Unschooling, World War 1, and Family Learning
Caitrin (14) and I watched “Letters from Iwo Jima” two nights ago. She’s become a mini expert on the two world wars (preferring World War I, however, because so few people understand it). As I listened to her cite facts and interpret data, I was in awe of how much information she retained from her history class this year in public school. She was a sponge, soaking in details, rearranging them to have meaning in her own mind.
I heard from Jacob (19) over the weekend. He wanted me to read his final paper for a class on globalization. He wrote about a documentary I had recommended he watch. His dad and I each took a look at the paper for edits, but mostly Jacob and I discussed the content. It was thrilling to see him engage ideas I had merely introduced to him. I’ve been lucky enough to be a part of three of his college papers this year: built on suggestions I made, then followed up with lengthy discussions of content where I became the student and he, the expert.
Johannah (21) emailed poems to me that she wrote in her poetry class so I could see where they came from (her rich experiences as a child). She had told me on the phone that she found herself using freewriting as her chief way to access the symbols and images behind her meanings. We had a good laugh about that.
It was one of those “pay day” weekends where I could see the fruit of deposits we’d made for years with our kids. I discussed some of this with the precocious Caitrin who summed it up so well:
“Mom, that’s what unschooling does to you. You spend your time being told that your life is your teacher. But you don’t know how to measure it. So you have to keep learning all the time to prove to yourself that you are learning. Unschooling is just your life, so learning is constant.”

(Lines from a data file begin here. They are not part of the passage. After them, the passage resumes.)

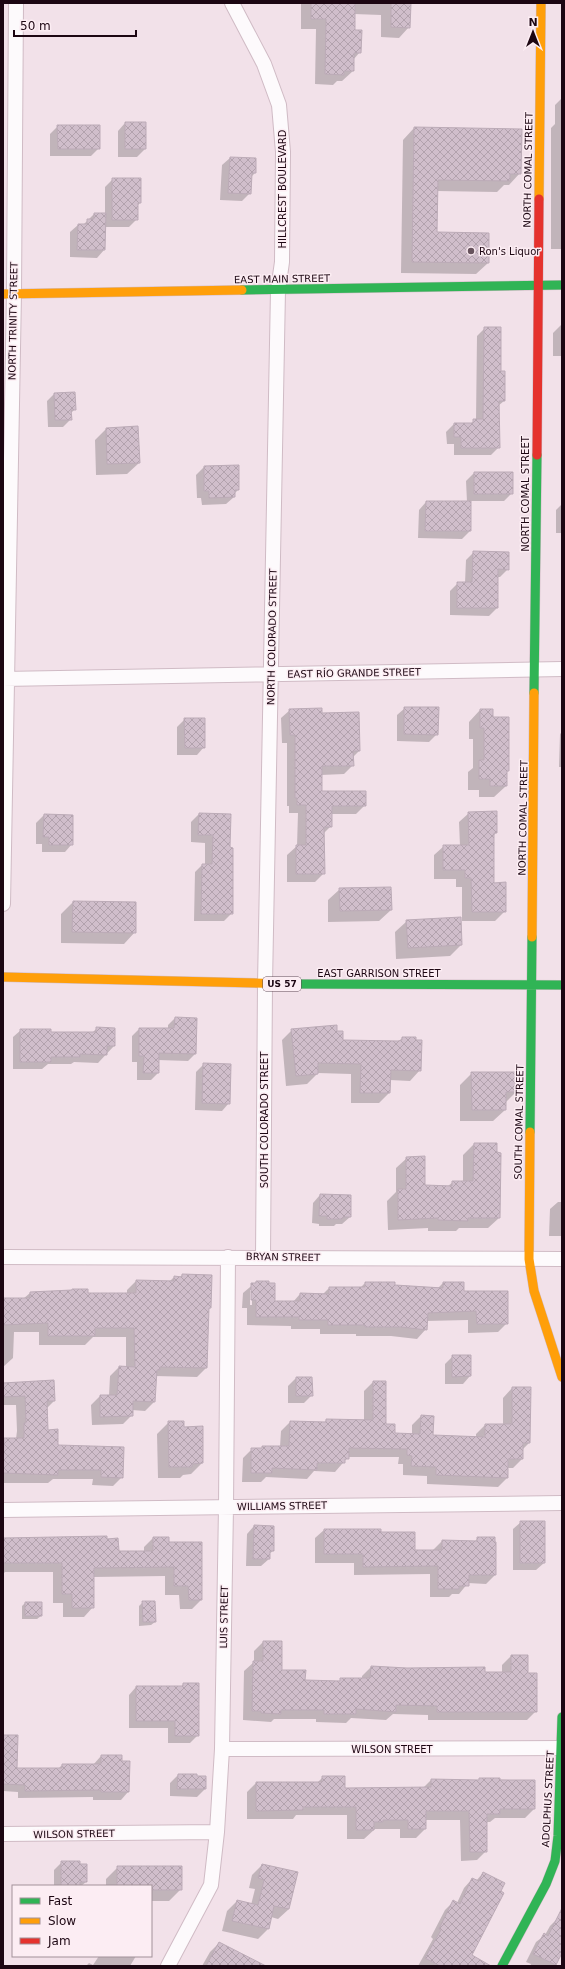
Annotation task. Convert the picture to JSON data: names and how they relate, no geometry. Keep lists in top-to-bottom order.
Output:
{
  "streets": {
    "street": [
      "NORTH COMAL STREET",
      "HILLCREST BOULEVARD",
      "EAST MAIN STREET",
      "NORTH TRINITY STREET",
      "NORTH COLORADO STREET",
      "EAST RÍO GRANDE STREET",
      "EAST GARRISON STREET",
      "US 57",
      "SOUTH COLORADO STREET",
      "SOUTH COMAL STREET",
      "BRYAN STREET",
      "WILLIAMS STREET",
      "LUIS STREET",
      "WILSON STREET",
      "ADOLPHUS STREET"
    ]
  },
  "crossings": [
    ["NORTH COMAL STREET", "EAST MAIN STREET"],
    ["NORTH COMAL STREET", "EAST RÍO GRANDE STREET"],
    ["NORTH COMAL STREET", "EAST GARRISON STREET"],
    ["NORTH COMAL STREET", "SOUTH COMAL STREET"],
    ["HILLCREST BOULEVARD", "EAST MAIN STREET"],
    ["HILLCREST BOULEVARD", "NORTH COLORADO STREET"],
    ["EAST MAIN STREET", "NORTH TRINITY STREET"],
    ["EAST MAIN STREET", "NORTH COLORADO STREET"],
    ["NORTH TRINITY STREET", "EAST RÍO GRANDE STREET"],
    ["NORTH COLORADO STREET", "EAST RÍO GRANDE STREET"],
    ["NORTH COLORADO STREET", "EAST GARRISON STREET"],
    ["NORTH COLORADO STREET", "SOUTH COLORADO STREET"],
    ["EAST GARRISON STREET", "SOUTH COLORADO STREET"],
    ["EAST GARRISON STREET", "SOUTH COMAL STREET"],
    ["SOUTH COLORADO STREET", "BRYAN STREET"],
    ["SOUTH COMAL STREET", "BRYAN STREET"],
    ["BRYAN STREET", "LUIS STREET"],
    ["WILLIAMS STREET", "LUIS STREET"],
    ["LUIS STREET", "WILSON STREET"],
    ["WILSON STREET", "ADOLPHUS STREET"]
  ],
  "places": ["Ron's Liquor"],
  "legend": ["Fast", "Slow", "Jam"],
  "scale_bar": "50 m",
  "north": "top"
}
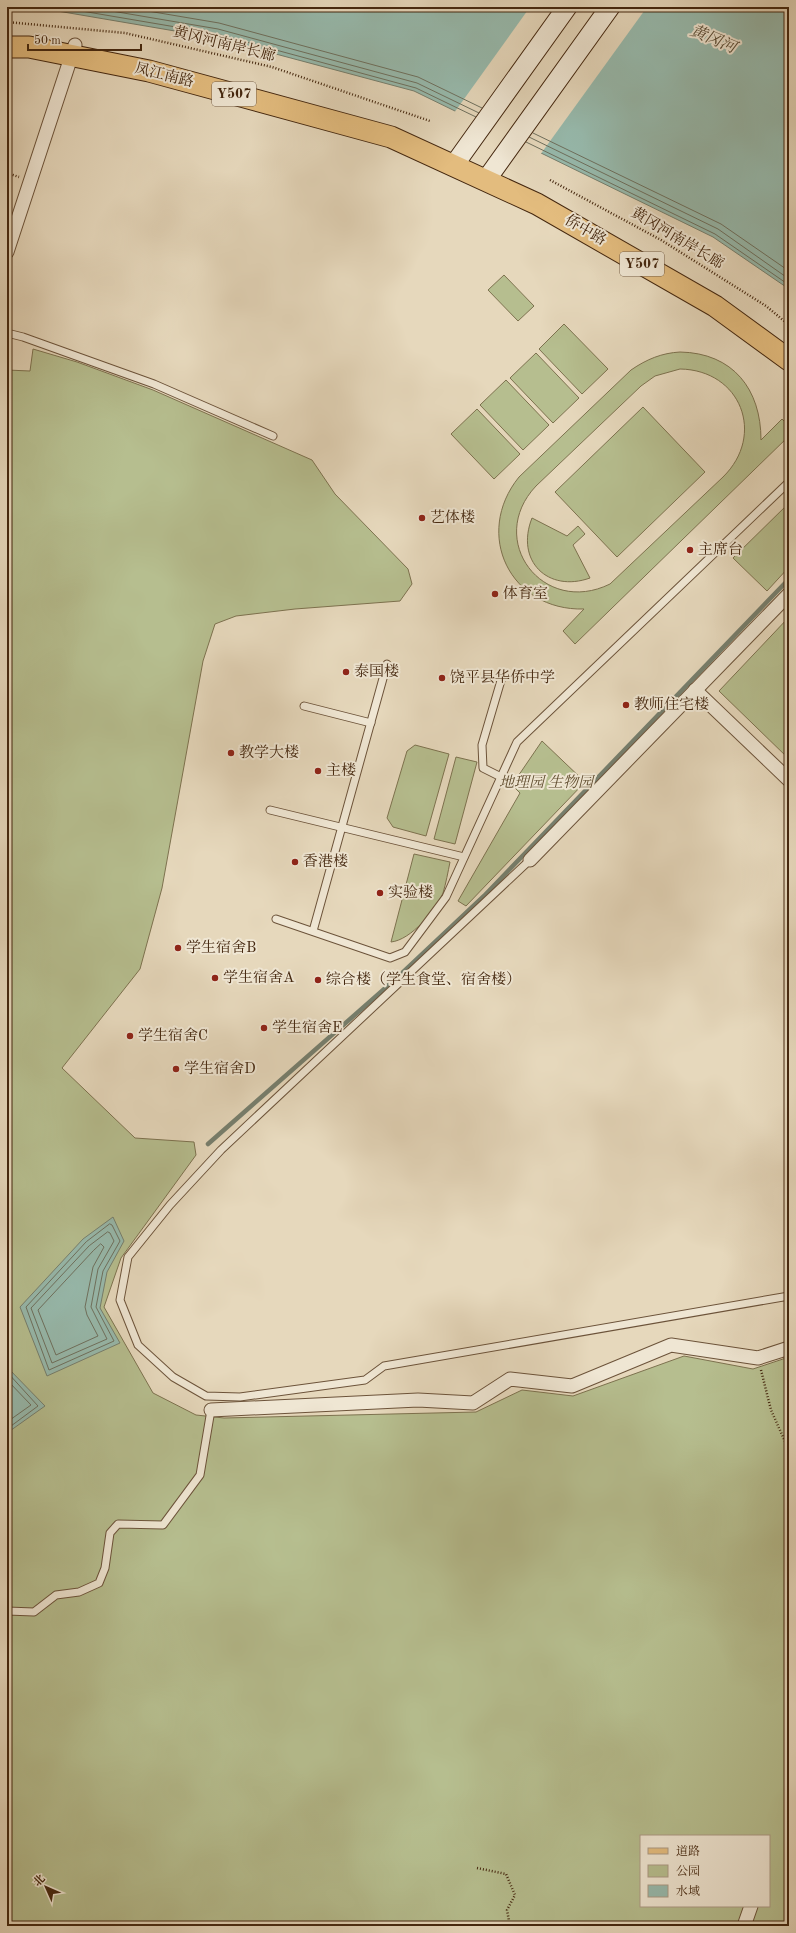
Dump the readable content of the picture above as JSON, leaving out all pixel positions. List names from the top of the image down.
{
  "streets": {
    "main road": ["凤江南路", "Y507", "侨中路"],
    "path": ["黄冈河南岸长廊"]
  },
  "crossings": [
    ["凤江南路", "侨中路"]
  ],
  "water": ["黄冈河"],
  "parks": ["地理园 生物园"],
  "places": [
    "艺体楼",
    "主席台",
    "体育室",
    "泰国楼",
    "饶平县华侨中学",
    "教师住宅楼",
    "教学大楼",
    "主楼",
    "香港楼",
    "实验楼",
    "学生宿舍B",
    "学生宿舍A",
    "综合楼（学生食堂、宿舍楼）",
    "学生宿舍E",
    "学生宿舍C",
    "学生宿舍D"
  ],
  "legend": ["道路", "公园", "水域"],
  "scale_bar": "50 m",
  "north": "top left"
}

I wonder if that feeling produces any level of neuorses. I think it might. I do have some thoughts about unschooling that are not all positive and rosy. Measurement matters to kids; knowing they have “completed” something is a good feeling. On the other hand, it is nice to discover that for my least “schooled” child, she’s also the one reading all the AP English novels now, a full year before she takes the class, just because “they look good.” All my kids see every subject as open to them. Nothing off limits. In that way, the less structured version of school seems to have created this thirst for learning that is paying off well now that they are in structured school systems (high school and college).
They honestly believe that being able to know things and express them to others means they are growing as people and are interesting to friends, family and new acquaintances. That’s how they measure who they are: by what they know and are learning.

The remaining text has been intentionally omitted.